Una vez en la aldea maldita, el señorito observó asqueado cómo los perroflautas habían tenido la desfachatez de colgar por todas partes diversos trapos multicolor: banderas republicanas, jamaicanas, esteladas, ikurriñas y banderas rojiblancas -que semejaban fundas de viejos colchones- jalonaban aquellas calles, donde cohabitaban en insalubres condiciones higiénicas y entre un constante pestazo a marihuana toda una caterva de piojosos y malolientes urbanitas que deseaban encontrar la paz interior y la armonía con la Naturaleza. El Señorito Nicolasito estuvo paseando un rato por la aldea intentando disimular a duras penas su repulsa y desprecio, y a pesar de las miradas maliciosas y desconfiadas que generaban su presencia, el hecho de que llevara en ristre “La Cariñosa” y el chaleco canana repleto de cartuchos de postas disuadía a los perroflautas de intentar cualquier enfrentamiento verbal sobre disquisiciones políticas y sociales. Pero como el señorito Nicolasito cuando quiere es un encanto, no le resultó difícil ganarse la simpatía de los piojosos, al hacerles creer que su presencia en ese lugar era debida a que estaba sumido en una profunda crisis espiritual. De esta forma, enseguida se encontró compartiendo mesa, mantel, porro y kalimotxo con el líder del grupo, un perroflauta de ideología anarco comunista, conciencia ecológica, sentimiento patético y corazón rojiblanco, lo tenía todo el cabrón.

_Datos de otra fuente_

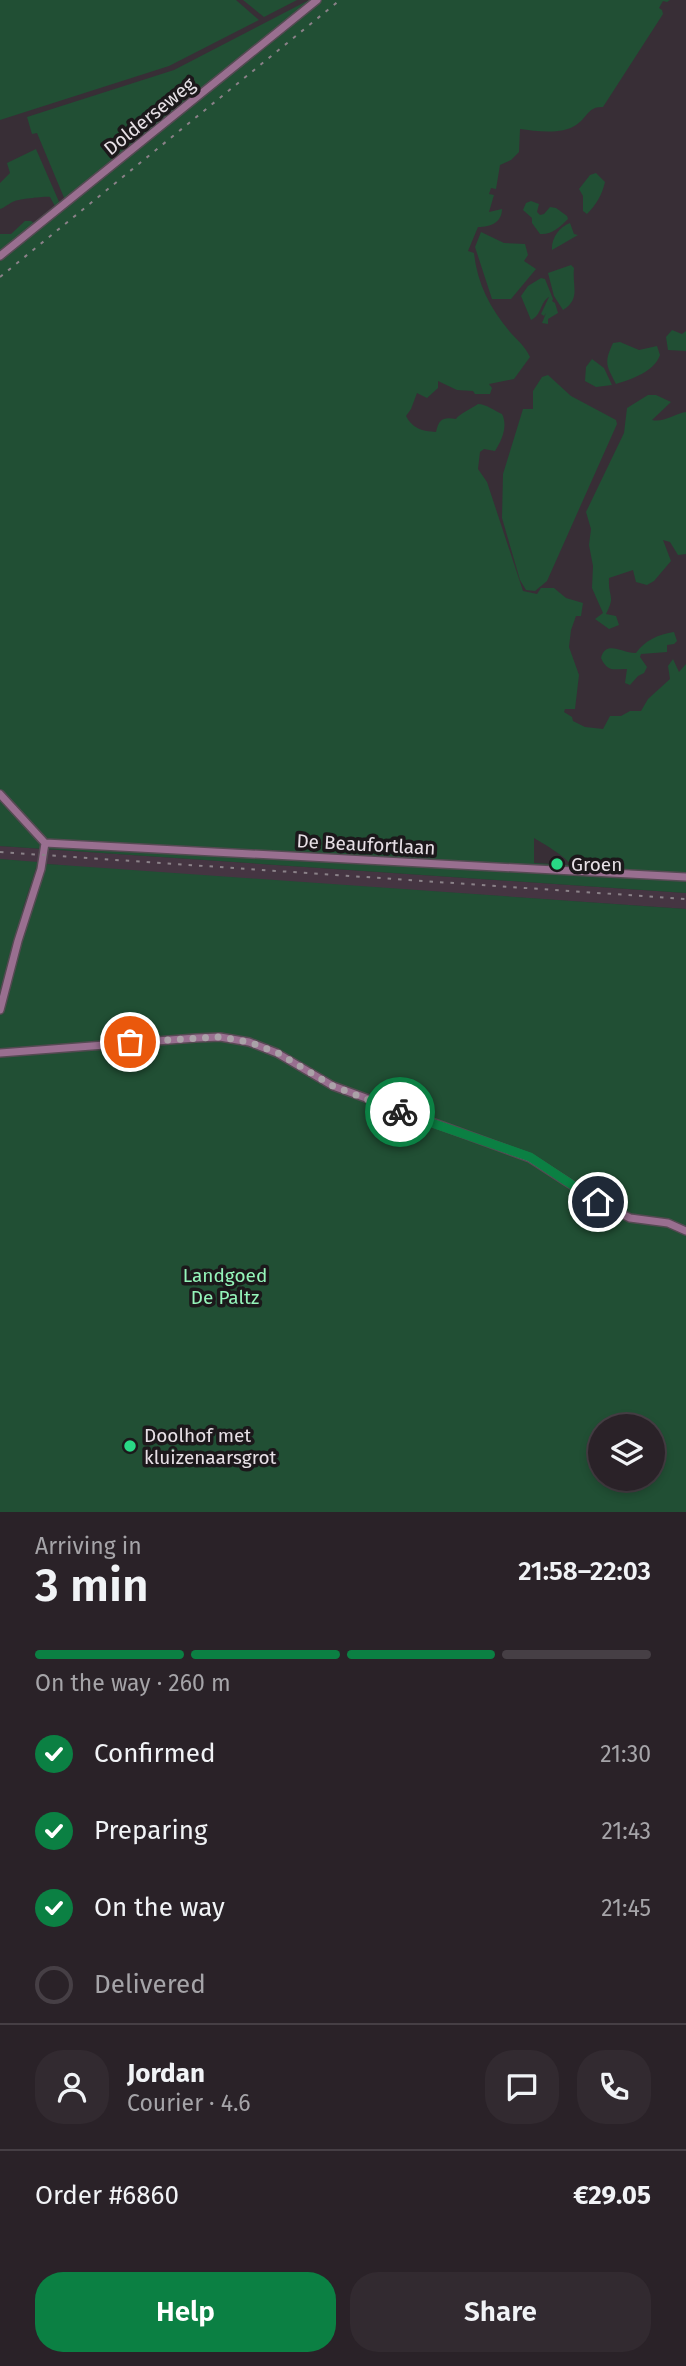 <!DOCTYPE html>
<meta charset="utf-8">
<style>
:root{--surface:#2a2228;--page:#322a30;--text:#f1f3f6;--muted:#a5a4a8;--line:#463f45;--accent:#0b8043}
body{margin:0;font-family:"Fira Sans",sans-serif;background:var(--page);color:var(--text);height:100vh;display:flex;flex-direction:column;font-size:26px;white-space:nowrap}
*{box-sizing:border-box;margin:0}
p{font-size:23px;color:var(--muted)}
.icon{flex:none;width:38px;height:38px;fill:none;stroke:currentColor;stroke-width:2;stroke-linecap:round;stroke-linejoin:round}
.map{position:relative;height:1512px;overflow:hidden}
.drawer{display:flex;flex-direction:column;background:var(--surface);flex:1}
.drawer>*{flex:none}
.fabs{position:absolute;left:588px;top:1414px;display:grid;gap:14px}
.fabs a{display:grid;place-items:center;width:77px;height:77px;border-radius:50%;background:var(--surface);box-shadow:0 4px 10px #0003,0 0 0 2px var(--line);font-size:35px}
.pin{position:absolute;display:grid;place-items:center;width:60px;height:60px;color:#fff;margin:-30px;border:4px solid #fff;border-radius:50%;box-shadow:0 2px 7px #0007}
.courier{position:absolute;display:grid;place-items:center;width:70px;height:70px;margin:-35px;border:5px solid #0b8043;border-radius:50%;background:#fff;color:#222;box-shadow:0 2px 9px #0007}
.head em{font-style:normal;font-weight:600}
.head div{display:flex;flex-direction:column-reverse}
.head{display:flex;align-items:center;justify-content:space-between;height:119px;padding:0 35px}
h1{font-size:46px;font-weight:600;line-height:52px}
.bar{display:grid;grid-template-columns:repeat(4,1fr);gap:10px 7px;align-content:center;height:84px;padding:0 35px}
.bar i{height:9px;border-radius:5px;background:var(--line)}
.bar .active{background:var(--accent)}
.bar p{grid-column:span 4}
.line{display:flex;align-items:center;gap:18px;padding:0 35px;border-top:2px solid var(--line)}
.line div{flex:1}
.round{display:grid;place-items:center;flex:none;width:74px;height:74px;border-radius:28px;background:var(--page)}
ol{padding:0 35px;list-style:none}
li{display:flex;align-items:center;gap:21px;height:77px}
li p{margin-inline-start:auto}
li .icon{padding:7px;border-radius:50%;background:var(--accent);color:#fff;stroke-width:4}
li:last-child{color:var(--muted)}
li i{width:38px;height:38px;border:4px solid var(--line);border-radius:50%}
.action{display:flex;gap:14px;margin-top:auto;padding:14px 35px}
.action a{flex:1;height:80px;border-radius:28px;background:var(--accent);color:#fff;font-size:28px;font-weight:600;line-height:80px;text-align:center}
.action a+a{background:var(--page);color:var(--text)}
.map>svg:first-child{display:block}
.built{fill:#453542}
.green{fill:#214f34;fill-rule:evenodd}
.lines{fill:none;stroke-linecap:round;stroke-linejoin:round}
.minor-casing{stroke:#544a52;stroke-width:10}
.minor{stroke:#996f90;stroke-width:7}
.rail{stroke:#8a8188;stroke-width:2;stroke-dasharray:3.5 7;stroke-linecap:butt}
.done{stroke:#aaa2a8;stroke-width:7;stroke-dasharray:0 12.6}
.route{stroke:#0b8043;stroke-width:9}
.poi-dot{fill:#29d885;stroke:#1c181b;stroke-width:2.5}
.labels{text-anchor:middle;stroke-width:7;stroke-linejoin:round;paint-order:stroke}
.street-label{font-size:19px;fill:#e7e0e6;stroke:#1c181b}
.poi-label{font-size:19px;fill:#e7e0e6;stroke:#1c181b;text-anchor:start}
.park-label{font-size:19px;fill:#95f5ba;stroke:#1c181b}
</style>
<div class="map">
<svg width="686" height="1512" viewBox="0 0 686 1512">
<rect width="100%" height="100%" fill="#382e36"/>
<path class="built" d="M0 846 686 893V909L78 867 0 859Z"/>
<path class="green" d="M0 0H236L259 20 169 66 0 120Z
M243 0H297L264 17Z
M309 0H312L65 200 37 133 32 134 27 117 174 70Z
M321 0H670L667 2 663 1 659 8 662 10 663 14 603 107C588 106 587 118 576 125 561 135 536 131 520 129L519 152 511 160 500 165 496 189 491 188 489 194 494 195 489 212 502 209C502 222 491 227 478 227L468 251 474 253C477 283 490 308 510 332 518 341 525 346 530 357L514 379 489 384 492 388 490 394H475L473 391 457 390 438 381V388L427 398 417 393 411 409 406 416C413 429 422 431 436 432 439 419 443 417 456 419 458 415 472 408 478 404 486 404 495 411 502 414 508 426 502 440 495 451L484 449 480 452 478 469 487 482 523 591 537 594 541 588H554L566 598 583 603 581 616H576L571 630 569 647 579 675 575 709H565L564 712 572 717 573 721 585 727 603 729 610 716H621L630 711H641L648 699 670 679 668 666 673 659 679 672 686 664V893L0 846V260ZM534 838C544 844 565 856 571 865L534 863Z
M36 149 60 204 56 208 50 197C47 196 20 199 15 201 9 203 6 207 0 209V183L10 173 7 163Z
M596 173 605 182C602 195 596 205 587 214L583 211V196L579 189 590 175Z
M531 201 539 204 537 212 540 215 544 214 550 207 556 208 567 216 568 219C560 227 552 235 540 234L532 223V218L523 210 526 203Z
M25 221H31L35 224 0 253V234H11Z
M570 223 574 234 578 235 552 250C551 239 559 227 570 223Z
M481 232 504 243 525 244 528 255 524 261 536 269 511 299H492L475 247Z
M571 265 574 268C572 287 581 299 563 310L554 296 548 273Z
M541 278 545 279 553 299 552 301 555 303 558 313 548 319V324L542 323 546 313 544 316 541 314 549 297C540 302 542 315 531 320L521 296 528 286Z
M672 330 682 334 686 331V351L668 350 666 337Z
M620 342 639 350 657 346 660 355C654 372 632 379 616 384 606 365 604 363 613 343Z
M592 359 604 368 612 385 596 387 585 381 586 367Z
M548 375 571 396 616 420 617 424 547 581 535 591 526 590 520 580 502 518 503 474 523 409H533V391L542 377Z
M648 395H656L671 402 652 420C663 423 674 414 686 412V554L678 555 670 542 663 540 671 561 654 581 647 585 636 582 633 570 609 578C608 598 616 595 606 614L616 616 619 625 609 629 595 619 603 613 592 588 593 566 589 545 591 529 586 512 624 433 627 408Z
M674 632 677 641 674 644 667 645V652L641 654 640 657 647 667 644 673 638 676 630 685 625 683 627 669C616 668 608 674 601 658 606 639 623 654 636 653 644 641 659 634 674 632Z
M0 859 38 862 22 911 27 918 47 864 686 909V1512H0ZM600 1426H653V1479H600Z"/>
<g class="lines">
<defs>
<path id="minor" d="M0 256 317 0
M0 794 45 843
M45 843 686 877
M0 1010 18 941 41 869 45 843
M0 1053 196 1038 220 1037 249 1042 277 1053 333 1086 530 1158 598 1202 630 1218 668 1223 686 1231"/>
</defs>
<use href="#minor" class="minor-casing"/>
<use href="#minor" class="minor"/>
<path class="rail" d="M0 277 340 0
M0 852 686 899"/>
</g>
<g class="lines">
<path class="done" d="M130 1042 220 1037 249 1042 278 1053 333 1086 400 1112"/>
<path class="route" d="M400 1112 530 1157 598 1202"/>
</g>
<g class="poi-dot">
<circle cx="557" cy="864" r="7"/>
<circle cx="130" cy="1446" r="7"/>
</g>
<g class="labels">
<g class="street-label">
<text transform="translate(149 116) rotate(-39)" y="7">Dolderseweg</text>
<text transform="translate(366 844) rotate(3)" y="7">De Beaufortlaan</text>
</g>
<g class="poi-label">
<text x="571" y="871">Groen</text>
<text x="144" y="1442">Doolhof met<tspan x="144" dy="22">kluizenaarsgrot</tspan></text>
</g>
<g class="park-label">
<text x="225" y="1282">Landgoed<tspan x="225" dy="22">De Paltz</tspan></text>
</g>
</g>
</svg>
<div class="fabs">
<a><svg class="icon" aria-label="layers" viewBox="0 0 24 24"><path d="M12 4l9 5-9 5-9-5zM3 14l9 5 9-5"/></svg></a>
</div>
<div class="pin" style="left:130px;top:1042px;background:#ea580c"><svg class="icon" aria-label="bag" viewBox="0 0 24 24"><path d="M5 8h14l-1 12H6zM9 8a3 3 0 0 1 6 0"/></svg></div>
<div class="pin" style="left:598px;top:1202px;background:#1f2937"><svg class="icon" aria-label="home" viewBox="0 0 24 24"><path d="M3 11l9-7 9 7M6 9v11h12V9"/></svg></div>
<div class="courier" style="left:400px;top:1112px"><svg class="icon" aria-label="bike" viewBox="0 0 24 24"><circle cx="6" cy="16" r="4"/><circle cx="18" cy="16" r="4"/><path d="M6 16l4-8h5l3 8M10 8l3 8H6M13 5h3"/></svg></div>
</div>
<section class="drawer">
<div class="head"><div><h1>3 min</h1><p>Arriving in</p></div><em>21:58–22:03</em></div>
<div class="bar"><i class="active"></i><i class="active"></i><i class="active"></i><i></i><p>On the way · 260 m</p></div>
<ol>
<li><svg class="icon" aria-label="check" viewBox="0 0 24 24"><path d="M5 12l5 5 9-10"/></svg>Confirmed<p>21:30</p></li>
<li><svg class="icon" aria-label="check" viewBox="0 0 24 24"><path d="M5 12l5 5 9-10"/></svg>Preparing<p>21:43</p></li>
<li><svg class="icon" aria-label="check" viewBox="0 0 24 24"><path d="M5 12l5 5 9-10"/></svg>On the way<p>21:45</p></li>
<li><i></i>Delivered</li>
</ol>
<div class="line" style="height:126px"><a class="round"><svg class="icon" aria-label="person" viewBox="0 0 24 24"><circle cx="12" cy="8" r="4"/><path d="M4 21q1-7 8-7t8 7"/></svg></a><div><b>Jordan</b><p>Courier · 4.6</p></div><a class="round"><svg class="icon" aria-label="chat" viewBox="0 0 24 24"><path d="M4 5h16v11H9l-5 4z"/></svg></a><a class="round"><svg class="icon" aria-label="phone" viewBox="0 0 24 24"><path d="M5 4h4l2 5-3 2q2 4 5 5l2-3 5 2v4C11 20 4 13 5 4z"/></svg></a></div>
<div class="line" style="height:91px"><div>Order #6860</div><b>€29.05</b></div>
<div class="action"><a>Help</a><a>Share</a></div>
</section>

El señorito Nicolás no tardó mucho en lograr traerlo a su vera y en suscitarle la curiosidad al confesar que había descubierto la llamada de lo salvaje practicando una arte antigua y típica de estas tierras: correr el cárabo. Al lambuzo rojiblanco se le humedecieron los pestañosos, sobre todo cuando el señorito le habló acerca de conexiones espirituales con La Madre Tierra, Gaia y la puta que la parió. El interés que le despertó al lechuguino con esas chorradas improvisadas fue tal que esa misma noche se volvieron a encontrar en medio del monte con la intención de correr el cárabo, que no es otra cosa que entablar una carrera en la sierra, en mitad de la noche, con un búho; le gritas al búho y el búho te responde hasta que se llega a tal punto de conexión con el abismo y comunión con la naturaleza que uno pierde la noción de sí mismo y entra en contacto con su lado animal, o al menos eso cuenta la leyenda.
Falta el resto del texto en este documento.